22 Şubat 2013 Cuma

AYŞE'NİN KOZASI


onun varlığından, Deli Anne bahsedince haberdar oldum. verdiği linke tıkladım. karşıma çıkan yazıyı okudum. (burada) afalladım, sersemledim. 

düşündüğüm ilk şey, "bu bir öykü mü (kurmaca mı), yoksa gerçek mi?" oldu. sonra bir kez daha okudum. 

sersemledim. 

hayatta hiçbir şey, bir yetenekle karşılaştığım andaki kadar heyecanlandırmaz beni. sonra her fırsatta dönüp okumaya başladım, benden öncesini, sonrasını... yazdıklarını...

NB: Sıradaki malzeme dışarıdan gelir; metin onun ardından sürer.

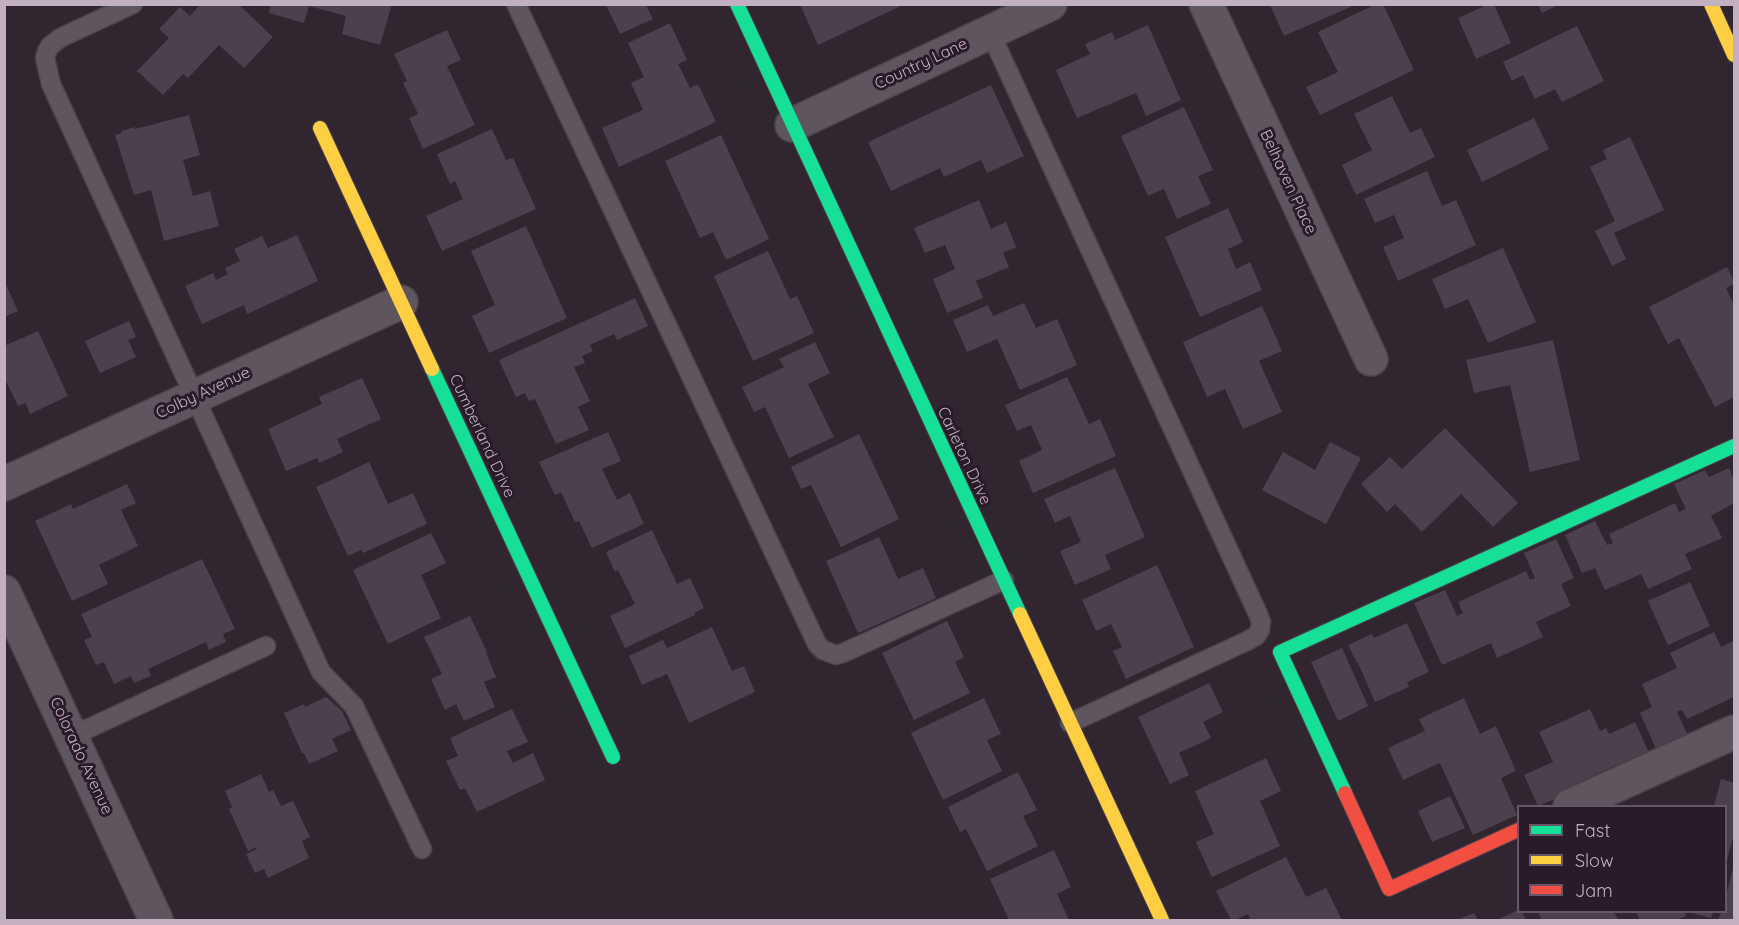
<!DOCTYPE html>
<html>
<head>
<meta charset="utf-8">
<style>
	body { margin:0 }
	#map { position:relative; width:1739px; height:925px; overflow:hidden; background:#312630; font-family:Quicksand,sans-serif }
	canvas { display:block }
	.frame { position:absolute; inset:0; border:6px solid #c2b0c1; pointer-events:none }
	.legend { position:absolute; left:1517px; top:805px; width:210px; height:108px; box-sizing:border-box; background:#2a1b29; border:2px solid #675766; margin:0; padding:8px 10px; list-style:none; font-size:18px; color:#c2b0c1 }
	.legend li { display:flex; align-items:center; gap:12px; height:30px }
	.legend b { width:30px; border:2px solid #675766 }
</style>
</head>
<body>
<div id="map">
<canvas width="1739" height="925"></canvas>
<div class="frame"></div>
<ul class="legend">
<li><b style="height:8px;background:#16e098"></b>Fast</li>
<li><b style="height:8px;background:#ffcf43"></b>Slow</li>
<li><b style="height:8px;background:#f24e42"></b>Jam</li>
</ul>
</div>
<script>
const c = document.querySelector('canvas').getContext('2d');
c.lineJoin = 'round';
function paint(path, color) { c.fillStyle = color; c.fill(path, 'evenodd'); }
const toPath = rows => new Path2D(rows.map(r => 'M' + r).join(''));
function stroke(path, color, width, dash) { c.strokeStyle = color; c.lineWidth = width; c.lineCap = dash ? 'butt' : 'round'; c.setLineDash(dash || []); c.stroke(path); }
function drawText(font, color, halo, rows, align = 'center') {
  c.font = font + ' Quicksand,sans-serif'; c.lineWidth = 6; c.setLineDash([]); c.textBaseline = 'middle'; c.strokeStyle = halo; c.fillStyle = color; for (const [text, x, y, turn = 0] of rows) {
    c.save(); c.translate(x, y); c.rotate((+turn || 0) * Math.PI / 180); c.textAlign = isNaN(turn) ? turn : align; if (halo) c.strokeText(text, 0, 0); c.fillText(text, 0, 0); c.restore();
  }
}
paint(toPath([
	[271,4,392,4,380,45,342,34,346,16,309,6,304,23,269,13],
	[800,4,905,4,818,45],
	[1376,4,1383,4,1414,70,1320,115,1306,87,1338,72,1318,32],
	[1489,4,1494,4,1511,43,1476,59,1458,18],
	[1538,4,1560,4,1542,13],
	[200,5,239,5,273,37,244,68,219,45,188,78,183,74,163,95,137,71,169,38,159,29,180,7,190,16],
	[606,5,646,5,653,19,620,34],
	[1270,5,1355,5,1284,36],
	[670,23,687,60,678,64,690,88,698,84,716,122,619,167,602,128,643,110,631,83,644,77,628,43],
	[1148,25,1181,100,1146,116,1136,93,1077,118,1056,70,1090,54,1085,44,1112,32,1115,40],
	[1577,26,1604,81,1562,102,1555,89,1535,99,1523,75,1512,81,1503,62],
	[447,30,461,60,447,66,475,125,423,149,409,118,418,114,403,83,407,81,394,54],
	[991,85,1024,156,987,173,981,160,944,177,940,168,891,191,868,142],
	[1392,96,1410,133,1421,128,1435,157,1356,195,1342,165,1372,150,1354,114],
	[1184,107,1213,170,1198,176,1211,204,1177,219,1164,189,1148,196,1121,136],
	[189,115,200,155,183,160,193,196,210,191,219,226,164,241,151,190,134,195,115,135,122,133,121,131,135,127,135,129],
	[1534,118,1549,149,1482,182,1467,150],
	[492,129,506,160,513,158,536,209,442,251,426,216,463,199,455,181,450,184,437,154],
	[721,135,769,239,726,260,713,232,700,238,665,161],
	[1630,137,1664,210,1614,233,1626,259,1612,266,1595,231,1615,221,1590,167,1607,159,1603,150],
	[1427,171,1442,206,1456,200,1476,245,1398,281,1383,247,1404,238,1394,215,1375,223,1364,199],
	[979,200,991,229,1006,222,1016,247,1003,253,1009,267,976,281,983,298,947,313,933,279,955,269,945,245,925,253,914,228],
	[1228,208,1243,242,1228,249,1236,269,1250,262,1262,290,1200,317,1165,237],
	[526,226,567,318,489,353,472,316,495,305,471,251],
	[297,235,318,281,247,314,244,305,202,324,185,286,213,273,216,280,228,274,225,268,240,261,234,249,262,236,268,248],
	[1503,248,1536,322,1488,343,1468,299,1445,309,1432,279],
	[768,251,790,299,797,296,814,333,753,361,714,276],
	[1727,267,1734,282,1734,284,1726,288,1734,305,1734,397,1715,407,1679,338,1668,344,1649,307],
	[4,280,18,311,4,317],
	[635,298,648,326,617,340,614,334,590,345,593,351,582,356,585,363,574,367,590,401,578,407,589,430,556,444,535,399,529,401,525,393,516,397,499,360],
	[1024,303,1036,328,1057,319,1077,365,1020,390,997,339,967,352,953,320,988,305,993,316],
	[1262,306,1282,351,1259,361,1282,412,1243,429,1225,389,1207,397,1183,342],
	[129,321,136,337,128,340,136,357,100,373,85,341],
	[38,331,68,396,30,414,26,403,18,406,4,377,4,346],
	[1553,340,1580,460,1530,472,1510,385,1474,393,1466,360],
	[815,342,830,373,808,384,834,437,789,458,765,407,754,412,742,387,784,367,779,359],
	[1067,377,1089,424,1100,419,1116,456,1033,493,1019,461,1042,450,1031,425,1017,431,1005,405],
	[362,378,381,419,337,439,343,452,319,463,317,458,286,471,268,429,322,404,319,397],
	[1445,428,1518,503,1493,527,1461,494,1422,532,1395,504,1387,512,1361,484,1390,457,1402,469],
	[608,432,621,461,602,469,617,500,630,493,644,524,592,548,579,521,575,522,561,492,555,495,539,462],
	[859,434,899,519,841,547,811,485,801,489,791,467],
	[1330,442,1361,458,1326,524,1262,490,1283,452,1315,470],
	[369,462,388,504,413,493,427,524,363,553,361,550,348,556,316,487],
	[1115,468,1145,537,1105,555,1111,569,1075,585,1060,551,1081,542,1070,516,1055,523,1044,499],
	[1729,468,1734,480,1734,503,1711,516,1722,538,1685,554,1692,569,1648,589,1641,574,1605,590,1595,568,1582,573,1565,535,1595,521,1607,545,1613,543,1609,534,1675,503,1679,512,1686,509,1674,484,1705,470,1709,477],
	[127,484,136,503,121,510,138,546,99,565,108,584,72,601,35,521,71,504,73,509],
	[652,530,677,584,690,578,704,608,694,613,695,615,625,648,610,616,635,604,618,570,615,572,606,552],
	[431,533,446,563,421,575,441,618,388,644,353,570],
	[879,537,898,579,923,568,936,598,858,633,826,561],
	[1556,539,1574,578,1561,584,1571,606,1536,622,1543,637,1497,658,1491,643,1442,665,1414,603,1445,590,1457,616,1463,613,1458,602,1526,571,1530,580,1535,578,1524,553],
	[202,559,235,629,223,634,226,642,209,650,206,642,148,669,151,676,134,683,131,676,114,684,104,662,96,665,84,640,92,637,81,614],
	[1157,565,1194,647,1126,679,1113,651,1122,647,1111,624,1096,631,1082,600],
	[1690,582,1710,626,1668,645,1648,601],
	[470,616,487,652,486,653,496,677,484,682,495,707,464,721,456,704,445,710,431,679,442,674,424,637],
	[947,621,964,657,955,662,970,693,914,720,882,653],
	[1407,623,1429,672,1407,682,1409,687,1375,702,1358,663,1357,663,1348,645,1372,634,1374,638],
	[712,627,732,671,744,666,755,692,689,723,667,674,642,685,629,656,663,640,667,648],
	[1714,632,1721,647,1734,641,1734,697,1687,719,1682,710,1677,712,1689,738,1658,753,1640,713,1652,707,1642,684,1677,668,1670,653],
	[1342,648,1368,706,1338,721,1311,662],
	[1209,683,1223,712,1203,722,1211,738,1179,753,1189,775,1170,784,1138,717],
	[326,697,342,711,351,730,332,739,338,751,309,764,304,753,302,753,284,713,304,704,305,707],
	[984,698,1001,734,987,740,1002,771,943,800,911,733],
	[1464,698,1480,734,1496,726,1516,771,1501,778,1517,815,1473,835,1440,763,1403,780,1388,748,1425,731,1419,719],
	[512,709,528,742,507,751,513,763,533,753,545,780,477,812,465,788,460,790,446,761,458,756,450,738],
	[1590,709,1600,731,1606,728,1609,734,1635,722,1650,755,1618,770,1616,765,1569,787,1571,792,1538,806,1524,775,1553,762,1539,732],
	[1266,758,1281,791,1260,801,1280,846,1212,877,1196,842,1214,834,1195,791],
	[1018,772,1037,810,1023,816,1038,846,987,871,966,829,960,832,948,807],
	[261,774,269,792,273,790,281,806,293,801,310,837,302,841,309,858,268,878,264,869,255,873,246,854,257,849,256,847,248,851,229,809,232,807,225,791],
	[1721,779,1734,783,1734,834,1726,863,1726,806,1714,806],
	[1450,796,1465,828,1432,842,1418,811],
	[1054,850,1071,887,1057,894,1069,920,1009,920,990,879],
	[1286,857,1306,897,1326,888,1342,920,1251,920,1248,914,1235,920,1231,920,1216,891],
	[1734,865,1734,920,1718,920,1721,912,1726,912,1726,895],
	[1518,910,1522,912,1526,920,1497,920],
	[1538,912,1614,912,1618,919,1615,920,1542,920],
	[1636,912,1684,912,1686,916,1675,920,1640,920],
	[1688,912,1713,912,1711,918],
	[1474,913,1478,920,1457,920]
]), '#4b404b');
const lane = toPath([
	[133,4,60,38,50,46,47,51,45,58,51,84,321,672,354,706,422,849],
	[516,4,817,644,823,650,836,655,843,653,1004,580],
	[990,32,1258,614,1261,622,1260,630,1256,636,1247,641,1070,723],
	[72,736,266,646]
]);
const street = toPath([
	[1206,4,1371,359],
	[792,125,1050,4],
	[4,484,401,302],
	[4,592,156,920],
	[1570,806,1734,732]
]);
const fast = toPath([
	[737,4,1020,614],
	[432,369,613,757],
	[1345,793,1280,652,1734,446]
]);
const slow = toPath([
	[1711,4,1734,55],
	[320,128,432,369],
	[1020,614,1162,920]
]);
const jam = toPath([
	[1345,793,1389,889,1518,830]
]);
stroke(lane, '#4a4249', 21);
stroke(street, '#4a4249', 36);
stroke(fast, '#4a4249', 16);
stroke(slow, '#4a4249', 16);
stroke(jam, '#4a4249', 16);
stroke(lane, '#5f555f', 18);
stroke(street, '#5f555f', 33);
stroke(fast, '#16e098', 14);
stroke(slow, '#ffcf43', 14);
stroke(jam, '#f24e42', 14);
drawText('16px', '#c2b0c1', '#2a1b29', [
	["Country Lane",921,64,-25],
	["Belhaven Place",1288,182,65],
	["Colby Avenue",203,393,-25],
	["Cumberland Drive",482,436,65],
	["Carleton Drive",964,456,65],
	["Colorado Avenue",81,756,65]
]);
</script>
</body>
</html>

bazı insanlar özeldir. özel bir yetenek ile doğmuştur. sen ne kadar çalışırsan çalış, o senden hep öndedir. mozart gibi mesela, ihsan oktay anar gibi, jack nicholson, marquez, dostoyevski ve bunun gibi... istediğin eğitimi al, yetişemezsin, boy ölçüşemezsin. onun gibi çalamaz, onun gibi beste yapamaz, onun gibi yazamaz, onun gibi oynayamazsın. sana düşen sadece izlemek ve tadını çıkarmaktır. şişmiş bir egon, ket vuramadığın komplekslerin yoksa takdir edersin, seversin, bayılırsın. o, sahneden hiç inmesin ya da yazmayı hiç bırakmasın istersin (bu arada; ihsan oktay edebiyatı bırakmış, söylemiş miydim? pöf... büyük haksızlık! madem böyle bir yeteneğe sahipsin, hakkın yok kardeşim reddetmeye, beni mahrum bırakmaya! imza: bencil okur.)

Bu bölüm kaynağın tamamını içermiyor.